[Stored items]

Start of Block

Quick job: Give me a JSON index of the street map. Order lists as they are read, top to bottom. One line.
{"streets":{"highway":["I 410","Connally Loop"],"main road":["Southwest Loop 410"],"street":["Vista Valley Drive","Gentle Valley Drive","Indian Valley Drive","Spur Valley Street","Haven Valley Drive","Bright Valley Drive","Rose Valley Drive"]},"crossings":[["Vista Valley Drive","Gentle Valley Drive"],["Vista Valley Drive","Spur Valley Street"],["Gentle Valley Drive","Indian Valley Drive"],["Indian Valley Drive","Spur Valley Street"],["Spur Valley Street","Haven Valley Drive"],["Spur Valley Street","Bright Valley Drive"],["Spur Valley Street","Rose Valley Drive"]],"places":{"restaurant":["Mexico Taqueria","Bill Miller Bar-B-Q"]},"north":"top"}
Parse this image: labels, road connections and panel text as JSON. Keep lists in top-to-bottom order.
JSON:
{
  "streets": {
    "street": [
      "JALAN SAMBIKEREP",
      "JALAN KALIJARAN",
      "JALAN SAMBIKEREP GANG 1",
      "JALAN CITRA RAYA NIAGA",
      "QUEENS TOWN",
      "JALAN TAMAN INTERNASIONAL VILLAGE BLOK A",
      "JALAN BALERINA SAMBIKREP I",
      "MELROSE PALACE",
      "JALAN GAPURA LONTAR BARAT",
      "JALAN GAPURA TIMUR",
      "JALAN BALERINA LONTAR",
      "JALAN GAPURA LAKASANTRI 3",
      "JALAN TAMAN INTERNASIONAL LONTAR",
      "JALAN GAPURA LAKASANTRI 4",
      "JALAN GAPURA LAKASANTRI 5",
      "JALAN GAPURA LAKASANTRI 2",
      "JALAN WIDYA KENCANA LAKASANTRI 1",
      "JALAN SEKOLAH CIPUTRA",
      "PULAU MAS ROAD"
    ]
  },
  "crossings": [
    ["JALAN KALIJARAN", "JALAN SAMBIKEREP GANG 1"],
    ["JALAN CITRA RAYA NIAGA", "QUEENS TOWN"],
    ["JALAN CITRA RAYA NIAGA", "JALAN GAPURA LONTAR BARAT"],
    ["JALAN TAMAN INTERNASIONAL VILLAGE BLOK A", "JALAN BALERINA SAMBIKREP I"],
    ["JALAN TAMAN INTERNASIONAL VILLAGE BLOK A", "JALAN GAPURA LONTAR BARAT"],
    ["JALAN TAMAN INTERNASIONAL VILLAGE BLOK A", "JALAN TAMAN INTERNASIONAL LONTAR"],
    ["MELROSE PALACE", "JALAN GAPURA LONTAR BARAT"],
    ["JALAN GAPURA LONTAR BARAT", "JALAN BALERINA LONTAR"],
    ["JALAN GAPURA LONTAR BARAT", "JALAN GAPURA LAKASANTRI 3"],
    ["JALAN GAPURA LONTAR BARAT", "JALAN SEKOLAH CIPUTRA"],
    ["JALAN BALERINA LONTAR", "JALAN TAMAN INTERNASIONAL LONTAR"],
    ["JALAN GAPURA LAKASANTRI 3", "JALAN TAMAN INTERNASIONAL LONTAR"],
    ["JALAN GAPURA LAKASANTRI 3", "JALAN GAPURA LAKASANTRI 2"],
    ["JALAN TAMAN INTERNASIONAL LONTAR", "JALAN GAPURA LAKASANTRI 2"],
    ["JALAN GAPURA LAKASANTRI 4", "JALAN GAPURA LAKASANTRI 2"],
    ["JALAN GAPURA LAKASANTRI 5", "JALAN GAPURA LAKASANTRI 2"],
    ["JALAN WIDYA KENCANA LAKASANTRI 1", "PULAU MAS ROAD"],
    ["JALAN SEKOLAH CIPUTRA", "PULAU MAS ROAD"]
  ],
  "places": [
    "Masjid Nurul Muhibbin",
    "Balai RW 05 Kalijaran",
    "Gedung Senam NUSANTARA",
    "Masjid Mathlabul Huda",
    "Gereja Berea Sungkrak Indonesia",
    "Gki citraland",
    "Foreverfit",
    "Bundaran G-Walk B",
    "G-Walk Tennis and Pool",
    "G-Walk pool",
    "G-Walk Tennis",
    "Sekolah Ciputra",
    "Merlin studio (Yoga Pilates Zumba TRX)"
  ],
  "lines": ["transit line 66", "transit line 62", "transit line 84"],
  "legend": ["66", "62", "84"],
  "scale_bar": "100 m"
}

End of Block

Problem to solve: A verbatim copy of every entry is needed.

Output:
Quick job: Give me a JSON index of the street map. Order lists as they are read, top to bottom. One line.
{"streets":{"highway":["I 410","Connally Loop"],"main road":["Southwest Loop 410"],"street":["Vista Valley Drive","Gentle Valley Drive","Indian Valley Drive","Spur Valley Street","Haven Valley Drive","Bright Valley Drive","Rose Valley Drive"]},"crossings":[["Vista Valley Drive","Gentle Valley Drive"],["Vista Valley Drive","Spur Valley Street"],["Gentle Valley Drive","Indian Valley Drive"],["Indian Valley Drive","Spur Valley Street"],["Spur Valley Street","Haven Valley Drive"],["Spur Valley Street","Bright Valley Drive"],["Spur Valley Street","Rose Valley Drive"]],"places":{"restaurant":["Mexico Taqueria","Bill Miller Bar-B-Q"]},"north":"top"}
Parse this image: labels, road connections and panel text as JSON. Keep lists in top-to-bottom order.
JSON:
{
  "streets": {
    "street": [
      "JALAN SAMBIKEREP",
      "JALAN KALIJARAN",
      "JALAN SAMBIKEREP GANG 1",
      "JALAN CITRA RAYA NIAGA",
      "QUEENS TOWN",
      "JALAN TAMAN INTERNASIONAL VILLAGE BLOK A",
      "JALAN BALERINA SAMBIKREP I",
      "MELROSE PALACE",
      "JALAN GAPURA LONTAR BARAT",
      "JALAN GAPURA TIMUR",
      "JALAN BALERINA LONTAR",
      "JALAN GAPURA LAKASANTRI 3",
      "JALAN TAMAN INTERNASIONAL LONTAR",
      "JALAN GAPURA LAKASANTRI 4",
      "JALAN GAPURA LAKASANTRI 5",
      "JALAN GAPURA LAKASANTRI 2",
      "JALAN WIDYA KENCANA LAKASANTRI 1",
      "JALAN SEKOLAH CIPUTRA",
      "PULAU MAS ROAD"
    ]
  },
  "crossings": [
    ["JALAN KALIJARAN", "JALAN SAMBIKEREP GANG 1"],
    ["JALAN CITRA RAYA NIAGA", "QUEENS TOWN"],
    ["JALAN CITRA RAYA NIAGA", "JALAN GAPURA LONTAR BARAT"],
    ["JALAN TAMAN INTERNASIONAL VILLAGE BLOK A", "JALAN BALERINA SAMBIKREP I"],
    ["JALAN TAMAN INTERNASIONAL VILLAGE BLOK A", "JALAN GAPURA LONTAR BARAT"],
    ["JALAN TAMAN INTERNASIONAL VILLAGE BLOK A", "JALAN TAMAN INTERNASIONAL LONTAR"],
    ["MELROSE PALACE", "JALAN GAPURA LONTAR BARAT"],
    ["JALAN GAPURA LONTAR BARAT", "JALAN BALERINA LONTAR"],
    ["JALAN GAPURA LONTAR BARAT", "JALAN GAPURA LAKASANTRI 3"],
    ["JALAN GAPURA LONTAR BARAT", "JALAN SEKOLAH CIPUTRA"],
    ["JALAN BALERINA LONTAR", "JALAN TAMAN INTERNASIONAL LONTAR"],
    ["JALAN GAPURA LAKASANTRI 3", "JALAN TAMAN INTERNASIONAL LONTAR"],
    ["JALAN GAPURA LAKASANTRI 3", "JALAN GAPURA LAKASANTRI 2"],
    ["JALAN TAMAN INTERNASIONAL LONTAR", "JALAN GAPURA LAKASANTRI 2"],
    ["JALAN GAPURA LAKASANTRI 4", "JALAN GAPURA LAKASANTRI 2"],
    ["JALAN GAPURA LAKASANTRI 5", "JALAN GAPURA LAKASANTRI 2"],
    ["JALAN WIDYA KENCANA LAKASANTRI 1", "PULAU MAS ROAD"],
    ["JALAN SEKOLAH CIPUTRA", "PULAU MAS ROAD"]
  ],
  "places": [
    "Masjid Nurul Muhibbin",
    "Balai RW 05 Kalijaran",
    "Gedung Senam NUSANTARA",
    "Masjid Mathlabul Huda",
    "Gereja Berea Sungkrak Indonesia",
    "Gki citraland",
    "Foreverfit",
    "Bundaran G-Walk B",
    "G-Walk Tennis and Pool",
    "G-Walk pool",
    "G-Walk Tennis",
    "Sekolah Ciputra",
    "Merlin studio (Yoga Pilates Zumba TRX)"
  ],
  "lines": ["transit line 66", "transit line 62", "transit line 84"],
  "legend": ["66", "62", "84"],
  "scale_bar": "100 m"
}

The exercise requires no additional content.